Supplied material
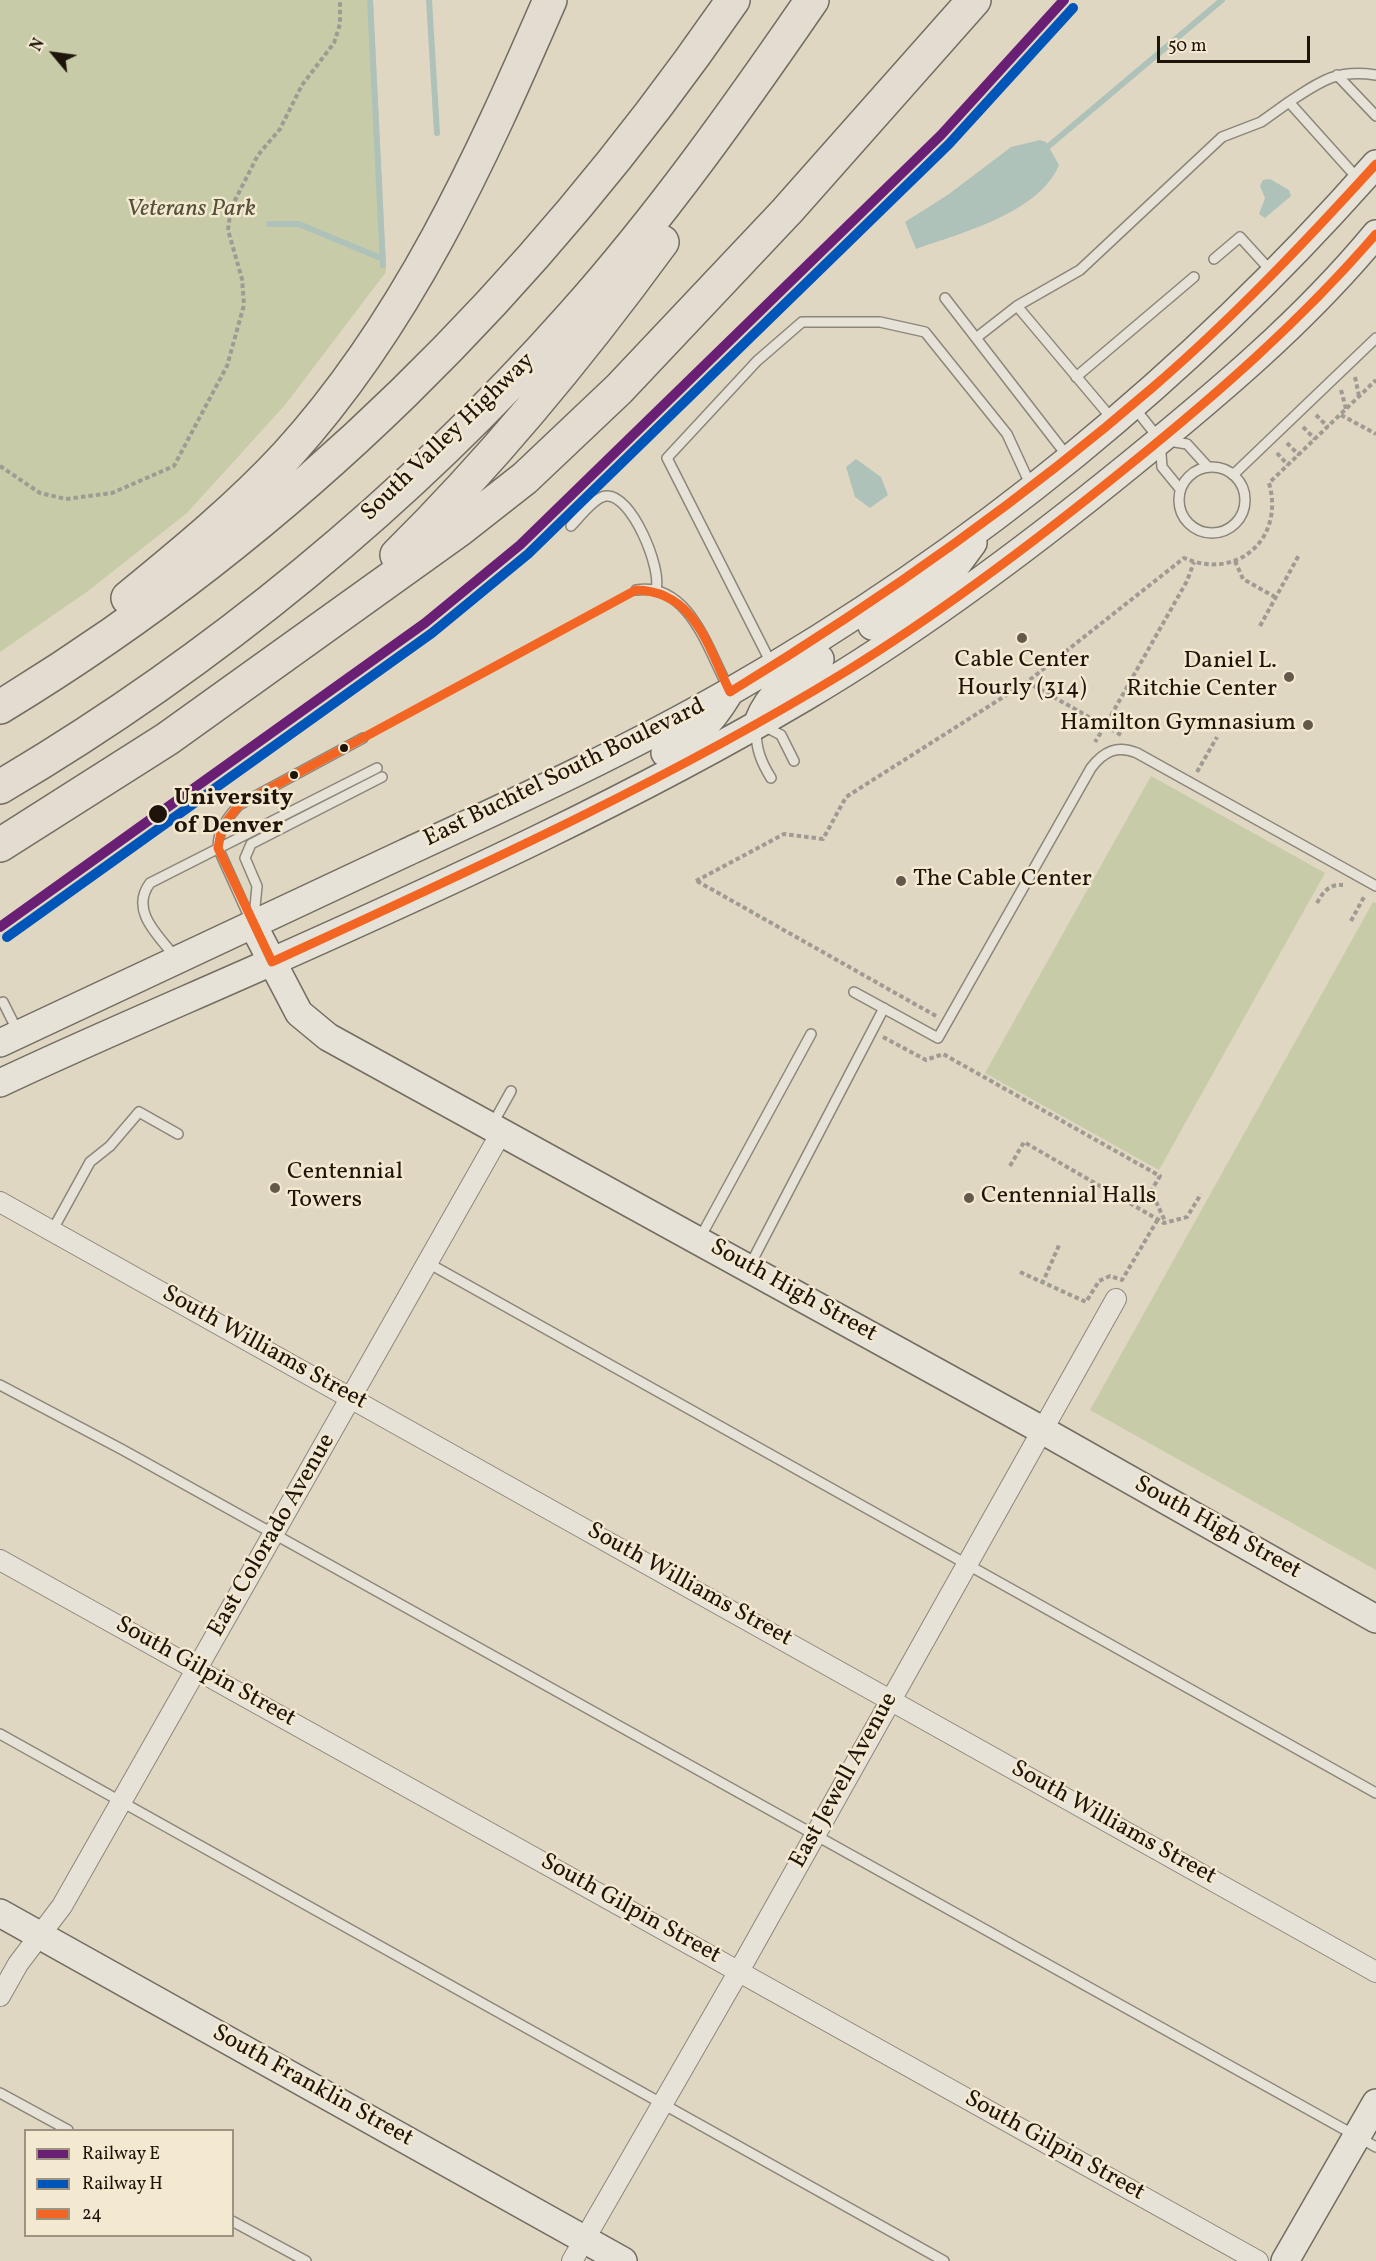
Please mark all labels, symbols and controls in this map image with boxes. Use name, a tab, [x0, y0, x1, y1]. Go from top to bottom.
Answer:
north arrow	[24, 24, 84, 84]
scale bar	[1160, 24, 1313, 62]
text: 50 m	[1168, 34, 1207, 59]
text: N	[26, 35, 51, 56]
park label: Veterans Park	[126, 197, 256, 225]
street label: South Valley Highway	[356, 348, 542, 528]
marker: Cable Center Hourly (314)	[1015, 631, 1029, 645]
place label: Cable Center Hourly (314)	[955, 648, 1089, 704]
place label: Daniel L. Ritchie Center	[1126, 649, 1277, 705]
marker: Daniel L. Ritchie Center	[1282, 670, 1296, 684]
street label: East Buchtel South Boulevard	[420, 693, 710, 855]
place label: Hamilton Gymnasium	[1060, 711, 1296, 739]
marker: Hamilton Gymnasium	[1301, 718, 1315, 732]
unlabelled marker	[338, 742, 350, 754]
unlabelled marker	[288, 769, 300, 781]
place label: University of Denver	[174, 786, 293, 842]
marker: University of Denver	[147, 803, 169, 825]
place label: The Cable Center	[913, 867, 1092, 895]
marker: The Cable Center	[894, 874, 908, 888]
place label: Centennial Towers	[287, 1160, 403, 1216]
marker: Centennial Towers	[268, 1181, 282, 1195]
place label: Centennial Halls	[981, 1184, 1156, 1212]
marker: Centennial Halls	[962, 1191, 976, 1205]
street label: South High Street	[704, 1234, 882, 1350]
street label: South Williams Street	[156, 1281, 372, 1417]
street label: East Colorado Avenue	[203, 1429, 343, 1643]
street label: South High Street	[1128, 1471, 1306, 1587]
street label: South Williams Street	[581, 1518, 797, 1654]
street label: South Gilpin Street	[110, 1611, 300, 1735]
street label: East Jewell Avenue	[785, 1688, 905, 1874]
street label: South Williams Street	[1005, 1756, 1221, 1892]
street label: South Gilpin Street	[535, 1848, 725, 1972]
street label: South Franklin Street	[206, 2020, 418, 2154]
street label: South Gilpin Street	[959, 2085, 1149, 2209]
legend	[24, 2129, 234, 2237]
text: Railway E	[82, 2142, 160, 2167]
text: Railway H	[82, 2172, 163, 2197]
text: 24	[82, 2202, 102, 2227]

* * *

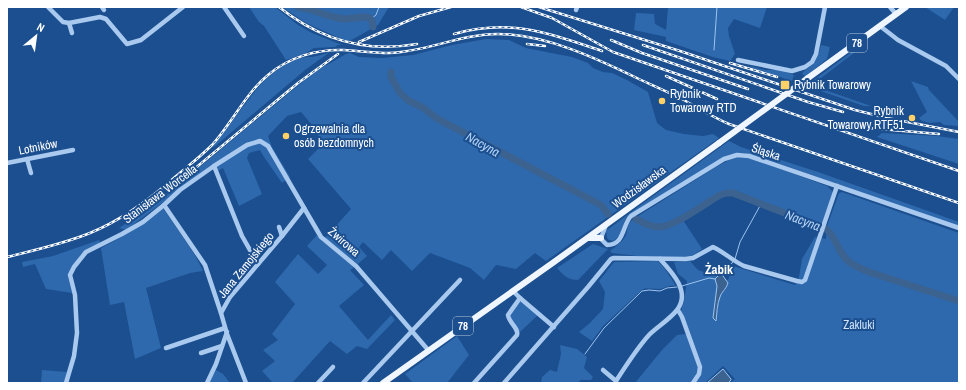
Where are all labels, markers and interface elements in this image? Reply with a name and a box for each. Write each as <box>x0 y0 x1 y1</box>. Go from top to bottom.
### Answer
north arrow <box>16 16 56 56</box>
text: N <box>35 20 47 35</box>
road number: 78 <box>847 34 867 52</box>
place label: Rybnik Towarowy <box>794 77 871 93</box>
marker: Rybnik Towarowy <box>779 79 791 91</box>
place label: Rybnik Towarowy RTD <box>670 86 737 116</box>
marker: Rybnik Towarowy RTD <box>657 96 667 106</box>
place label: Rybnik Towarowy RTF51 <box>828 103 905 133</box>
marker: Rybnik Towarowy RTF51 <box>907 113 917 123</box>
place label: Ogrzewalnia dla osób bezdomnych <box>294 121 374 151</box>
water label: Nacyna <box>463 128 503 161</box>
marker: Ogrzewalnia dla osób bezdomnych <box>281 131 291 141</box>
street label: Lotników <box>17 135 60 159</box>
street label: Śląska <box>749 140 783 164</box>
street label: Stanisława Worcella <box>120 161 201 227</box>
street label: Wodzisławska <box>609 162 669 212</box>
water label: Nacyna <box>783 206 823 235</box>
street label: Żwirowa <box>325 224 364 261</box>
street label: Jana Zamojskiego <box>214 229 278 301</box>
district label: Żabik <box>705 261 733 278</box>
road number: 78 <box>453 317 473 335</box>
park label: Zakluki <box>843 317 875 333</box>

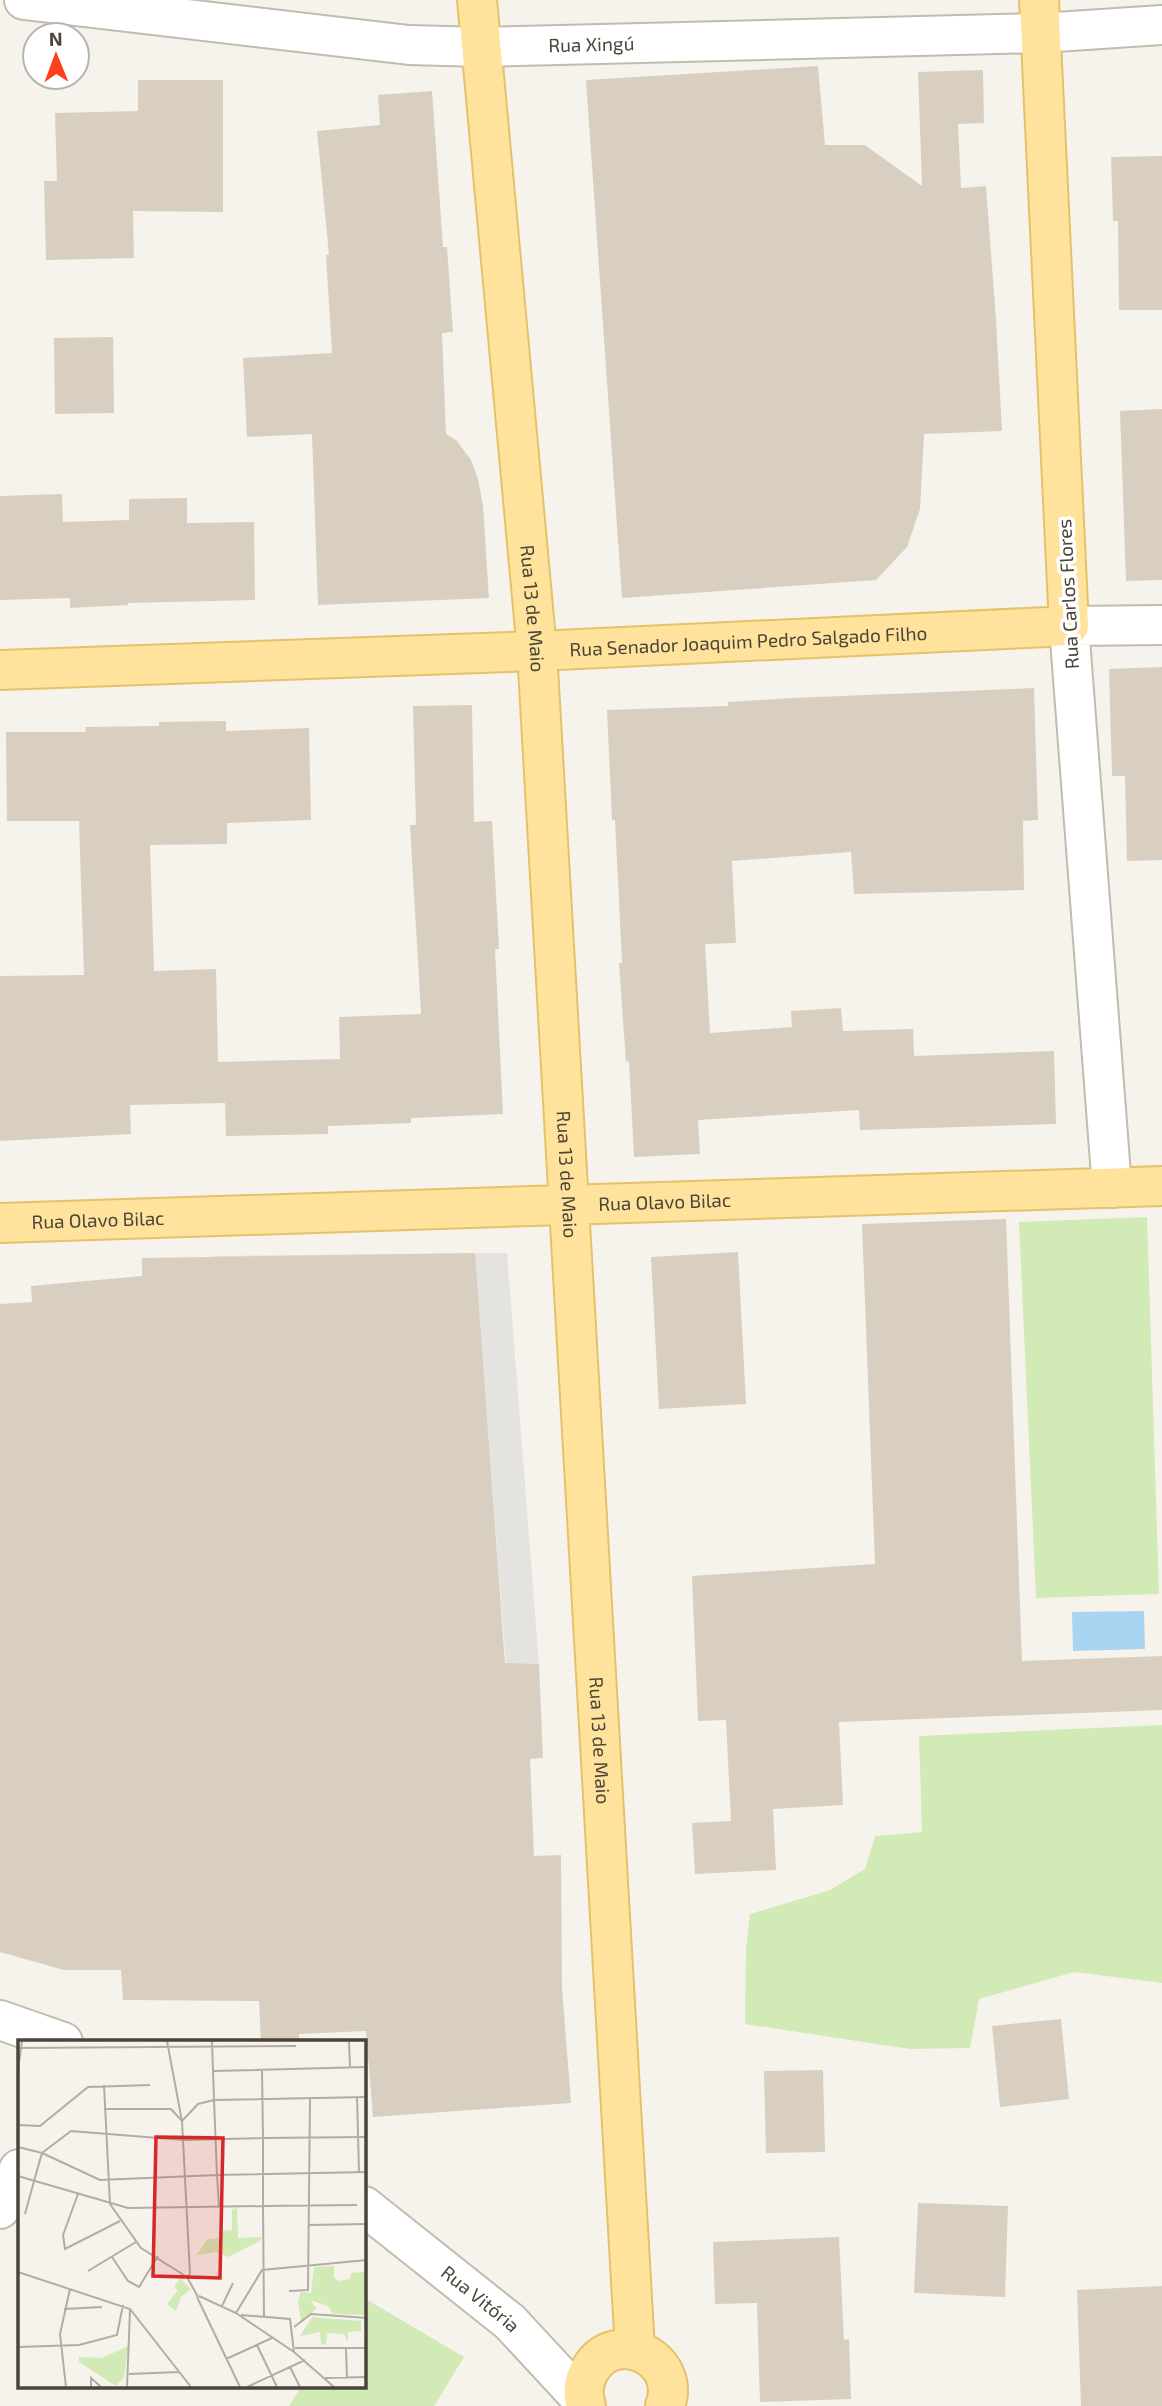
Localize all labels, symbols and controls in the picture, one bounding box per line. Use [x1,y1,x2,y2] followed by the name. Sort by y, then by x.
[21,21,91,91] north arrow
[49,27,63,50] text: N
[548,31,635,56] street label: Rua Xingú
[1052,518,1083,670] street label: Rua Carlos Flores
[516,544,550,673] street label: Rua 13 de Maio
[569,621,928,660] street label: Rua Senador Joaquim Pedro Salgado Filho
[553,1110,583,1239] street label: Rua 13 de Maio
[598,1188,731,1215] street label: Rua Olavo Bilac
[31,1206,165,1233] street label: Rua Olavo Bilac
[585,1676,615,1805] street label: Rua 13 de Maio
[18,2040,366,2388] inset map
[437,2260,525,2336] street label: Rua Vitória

--

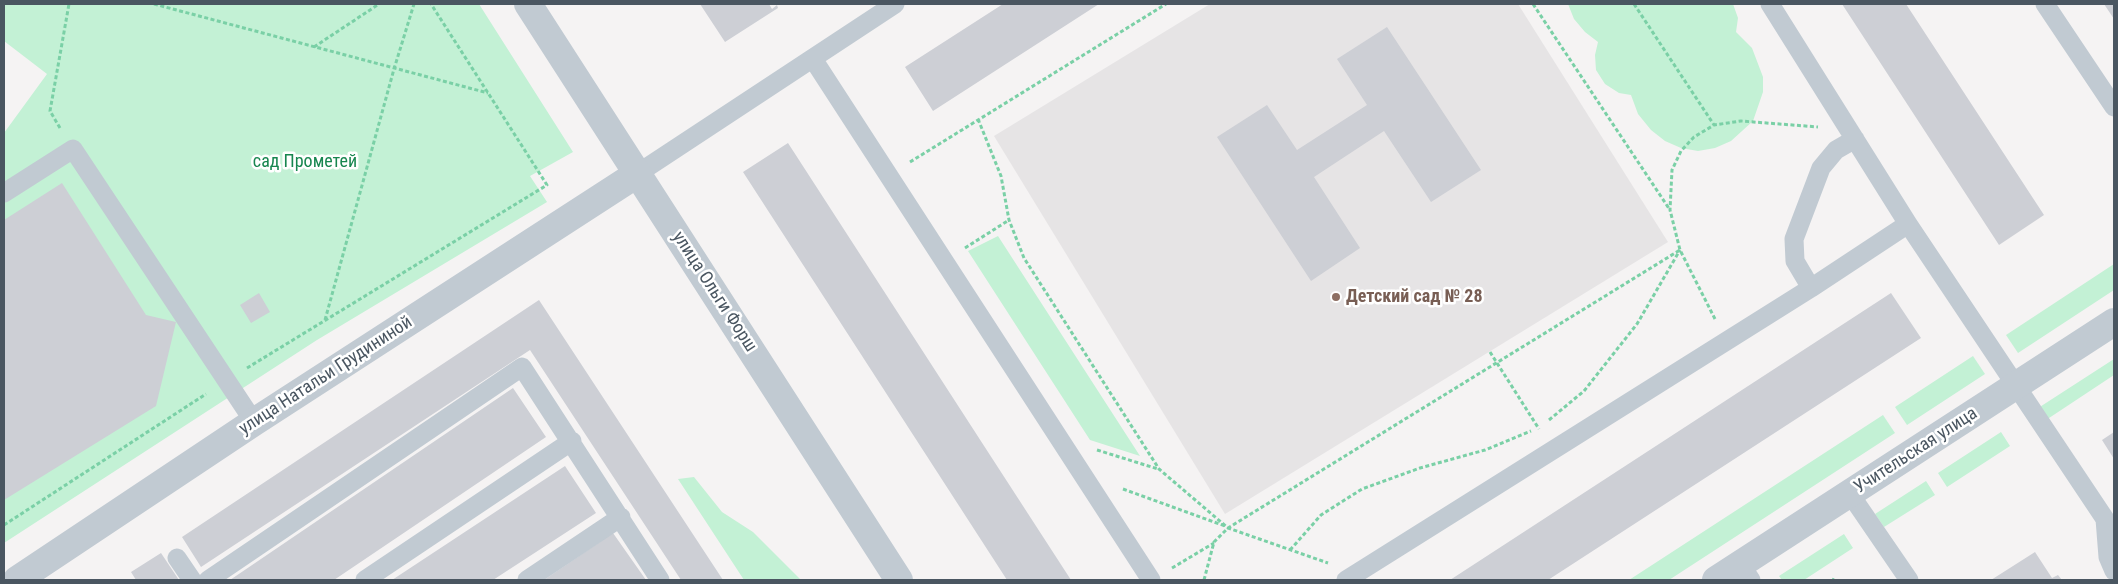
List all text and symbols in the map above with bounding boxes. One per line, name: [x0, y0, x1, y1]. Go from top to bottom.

The task
For each line above that includes the word "from", make a copy of that line.

Solution for this task
Please mark all labels, symbols and controls in this map image with boxes. Use name, a tab, [x0, y0, x1, y1]. Go from top to bottom.
Where are all labels, markers and interface elements in this image? Reply with a name and a box for each. Write each as <box>x0 y0 x1 y1</box>. Go from top to bottom.
List all text and symbols in the map above with bounding boxes. One per line, name: [x0, y0, x1, y1]. Go from top to bottom.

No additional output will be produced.